Help us improve speech science.
Be part of a large collaborative project.
We constantly do it, it is part of every empirical project. Data analysis. It's a complex process. There are often many possible analytic strategies that could be used on one and the same dataset. This is true for the type of statistical analyses one can choose from, but also for which kind of measurements one extracts from the data in the first place. Speech scientists know that all too well. Comparing the phonetic signal of two utterances allows thousands of different analytical paths. Which aspect of the signal do we measure? How do we measure it? In what part of the utterance do we measure it?
The Many Speech Analyses project is looking for speech researchers to independently analyze the same data set in order to answer the same research question. You can participate as a solo analyst or form a team of researchers. Each analyst will then serve as reviewers who will critically assess the analyses of the other teams.
How does this work? We will provide each team with the same set of recordings and annotated TextGrids and one research question to answer. You can find more information on the data, research question and expected project timeline below. We will give all teams a full debriefing as the first step after joining the project. Then, it will be up to you to decide how to takle the research question, from choosing which phonetic measurements or other type of data to obtain from the recordings to how to statistically analyze them. Each team will submit a report of their analysis and will then review the analyses of four of the other teams. Finally, we (the project coordinators) will aggregate all of the individual analyses together using advanced meta-analytical techniques. Pooling different analyses this way, rather than depending on any single analysis, can help increase the robustness and generalisability of the resaerch outcome, whatever that might be.
What is in it for you? By joining this project and completing the tasks of submitting a report of your analysis and reviewing four other reports, all the members of your team will become co-authors on the final publication. The good news is, the publication has already been in-principle accepted in AMPPS as a Registered Report. A Registered Report is a publishing format that emphasizes the importance of the research question and the quality of methodology by conducting peer review prior to data collection. High quality protocols are then provisionally accepted for publication if the authors follow through with the registered methodology. Concretely, this means that publication of the results of this study are in principle guaranteed and your participation will lead to a guaranteed co-authorship of a publication in AMPPS. To reduce the influence of the accepted meta-analytical protocol on the analyses of the individual teams, you will be given access to the Registered Report after submitting the analysis reports and reviews to the project coordinators. Finally, you will be part of an international collaborative effort to understand and improve the robustness of our scientific discoveries.
Blue Banana? The data set
Watch this short video
The dataset used in this project investigates the acoustics of referring expressions like “the blue banana”. Referring is one of the most basic uses of language. How does a speaker choose a referential expression when they want to refer to a specific object like a banana? The object’s context plays a large role in that choice. Generally, speakers aim to be as informative as possible to uniquely establish a referent (Grice 1975). Thus we expect them to only use for example a modifier like “blue” if it is strictly necessary for disambiguation (e.g. the adjective yellow when there is a yellow and a less ripe green banana).

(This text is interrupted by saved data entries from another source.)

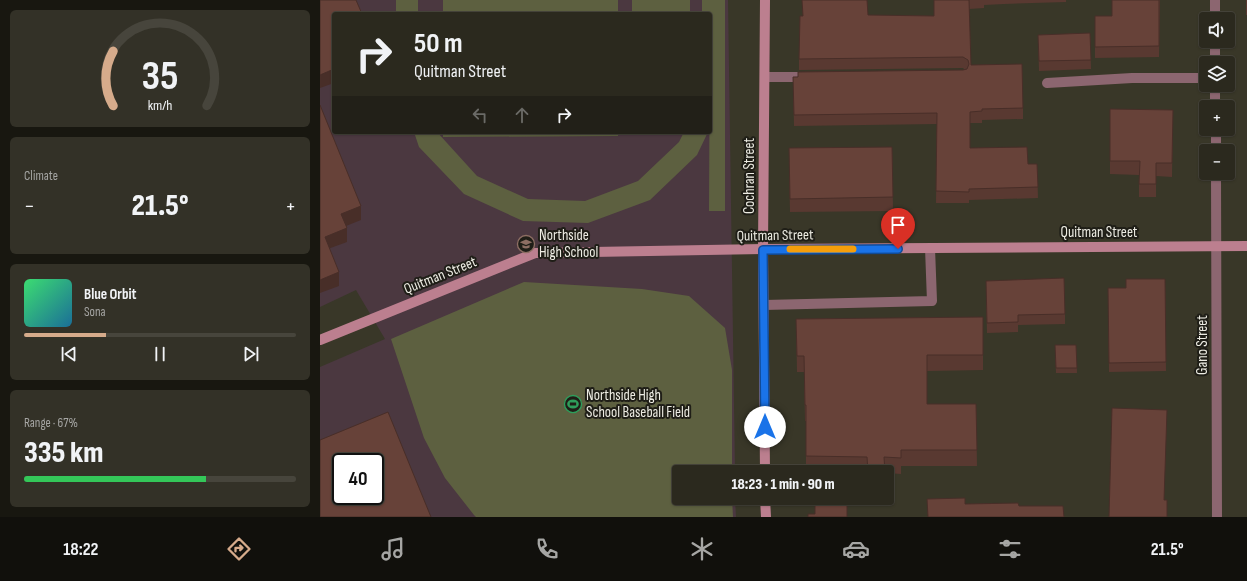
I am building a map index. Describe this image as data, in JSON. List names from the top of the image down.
{
  "streets": {
    "main road": ["Cochran Street", "Quitman Street"],
    "street": ["Gano Street"]
  },
  "crossings": [
    ["Cochran Street", "Quitman Street"],
    ["Quitman Street", "Gano Street"]
  ],
  "places": {
    "school or university": ["Northside High School"],
    "sports": ["Northside High School Baseball Field"]
  },
  "page": {
    "map_buttons": ["+", "−"],
    "turn": ["50 m", "Quitman Street"],
    "tile": [
      "Climate",
      ["Range · 67%", "335 km"]
    ],
    "heat": ["−", "21.5°", "+"],
    "song": ["Blue Orbit", "Sona"],
    "limit": "40",
    "trip": "18:23 · 1 min · 90 m",
    "tabs": ["18:22", "21.5°"],
    "gauge": ["35", "km/h"]
  }
}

But there is much evidence against strictly rational speakers. Speakers are often overinformative, i.e. they use referring expressions that are more specific than necessary. This redundancy has been argued to facilitate object identification and more efficient communication (Arts et al. 2011, Paraboni et al. 2007, Rubio-Fernandez 2016). For example, Degen et al. (2020) show that modifiers that are less typical for a given referent (e.g. a blue banana) are more likely to be used in an overinformative scenario (e.g. when there is just one banana).
The literature has a strong focus on whether a certain referential expression is chosen or not. However, speech communication much richer, allowing for more subtle enhancements of the communicative signal to make referential disambiguation easier. Spoken languages utilize suprasegmental aspects of speech to disambiguate referents and signal (un)predictable content. So we ask:
Do speakers phonetically modulate utterances to signal atypical word combinations? (e.g. a blue banana vs. a yellow banana)?

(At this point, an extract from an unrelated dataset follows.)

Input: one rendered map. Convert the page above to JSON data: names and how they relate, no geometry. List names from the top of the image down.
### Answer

To answer this question, we analyse recordings from an experimental study. We elicited sentences with noun-modifier pairs of varying typicality. Native German speakers were asked to instruct a confederate to select a specific referent among four objects presented on a screen. The instructions were presented to the subject via written form, which the subject read out loud to the confederate. An example input is 'You should put the cube on the blue banana' (Du sollst den Würfel auf die blaue Banane ablegen). The target noun-modifier pair was either typical ('yellow banana'), medium-typical ('green banana'), or atypical ('blue banana'). Your task will be to investigate whether typicality affects the phonetics of the utterances.
Our road map
|I – Recruitment||We are recruiting researchers in speech science now! Click on "Join the project" below.||2021-12-15|
|II – Analyses by analysis teams||Each analytic team performs the analyses on the given dataset.||2022-04-15|
|III – Peer review||Team members review other teams' analyses.||2022-06-01|
|IV – Analysis by project coordinations||The project coordinators run the analyses detailed in the In-Principle Accepted Registered Report.||2022-07-01|
|V – Collaborative Writing||A paper draft is written by the project coordination and circulated to all authors asking for feedback before the final submission.||2022-08-15|
Here is a visual overview of the timeline.
The corpus is in German. Do I need to know German to analyze the data?
You don't need to have an active knowledge of German to analyze the corpus. We will provide annotated TextGrids that help navigating the speech signal, trial lists that contain all relevant target words (and translations), and a detailed description of stimuli generation and experimental procedure.
Is the data already segmented?
We provide annotated TextGrids with three tiers: utterances, words, and segments. The utterance tier is time-aligned to the recordings, but the word and segment tiers are not (there are intervals with labels for words and segments within the utterances, but these are not aligned to the recording). If your analysis requires word or segment level time-alignment, this will have to be done by the team.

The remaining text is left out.